Example Image
Civitas Outlook
Topic
Economic Dynamism
Published on
Feb 6, 2025
Contributors
Rachel Lomasky
(Shutterstock)

AI Disrupts Itself, Expect More of This

Contributors
Rachel Lomasky
Rachel Lomasky
Rachel Lomasky
Summary
DeepSeek echoes a popular pattern in technology: the incumbent building bigger and more expensive tech, only to be disrupted by someone more clever.
Summary
DeepSeek echoes a popular pattern in technology: the incumbent building bigger and more expensive tech, only to be disrupted by someone more clever.

Besides all the societal disruptions AI has caused, AI has disrupted itself. The new DeepSeek R1 model roughly matches the performance of the previous leaders but differs in multiple dimensions: Chinese vs.
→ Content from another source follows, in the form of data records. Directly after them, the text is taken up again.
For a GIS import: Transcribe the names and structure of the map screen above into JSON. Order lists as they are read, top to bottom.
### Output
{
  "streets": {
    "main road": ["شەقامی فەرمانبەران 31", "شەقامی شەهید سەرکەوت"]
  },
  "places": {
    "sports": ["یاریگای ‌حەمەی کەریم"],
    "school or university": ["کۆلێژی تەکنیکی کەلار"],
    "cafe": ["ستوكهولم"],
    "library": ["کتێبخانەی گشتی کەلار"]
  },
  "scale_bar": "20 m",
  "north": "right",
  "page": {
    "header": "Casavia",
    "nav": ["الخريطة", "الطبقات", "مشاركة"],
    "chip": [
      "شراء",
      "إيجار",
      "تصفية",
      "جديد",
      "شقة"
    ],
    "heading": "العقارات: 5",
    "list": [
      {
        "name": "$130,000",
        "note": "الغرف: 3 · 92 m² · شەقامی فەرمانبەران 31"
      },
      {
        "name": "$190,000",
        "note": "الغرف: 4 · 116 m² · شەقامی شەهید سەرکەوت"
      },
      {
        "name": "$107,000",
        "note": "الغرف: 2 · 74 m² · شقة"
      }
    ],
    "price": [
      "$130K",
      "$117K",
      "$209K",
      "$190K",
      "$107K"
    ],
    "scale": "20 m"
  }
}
American, open source vs. proprietary, state-of-the-art hardware vs. almost state-of-the-art hardware, and an order-of-magnitude difference in the training cost. In an industry using brute force to power its way to the front, the nimbler competitor training smarter rather than harder is the best. While the DeepSeek researchers have been publishing papers about their methods for years, the robust capacity of the model surprised the world and caused a fair bit of hysteria. Many investors had bet that proprietary models would dominate the market, trained on mass amounts of expensive, specialized hardware, and the market quickly reflected their loss. However, for society, the emergence of a powerful, relatively inexpensive open source model allays the concerns about companies with proprietary LLMs dominating the market and using their power to stifle smaller competitors, limit access to generative AI models, and charge monopoly prices.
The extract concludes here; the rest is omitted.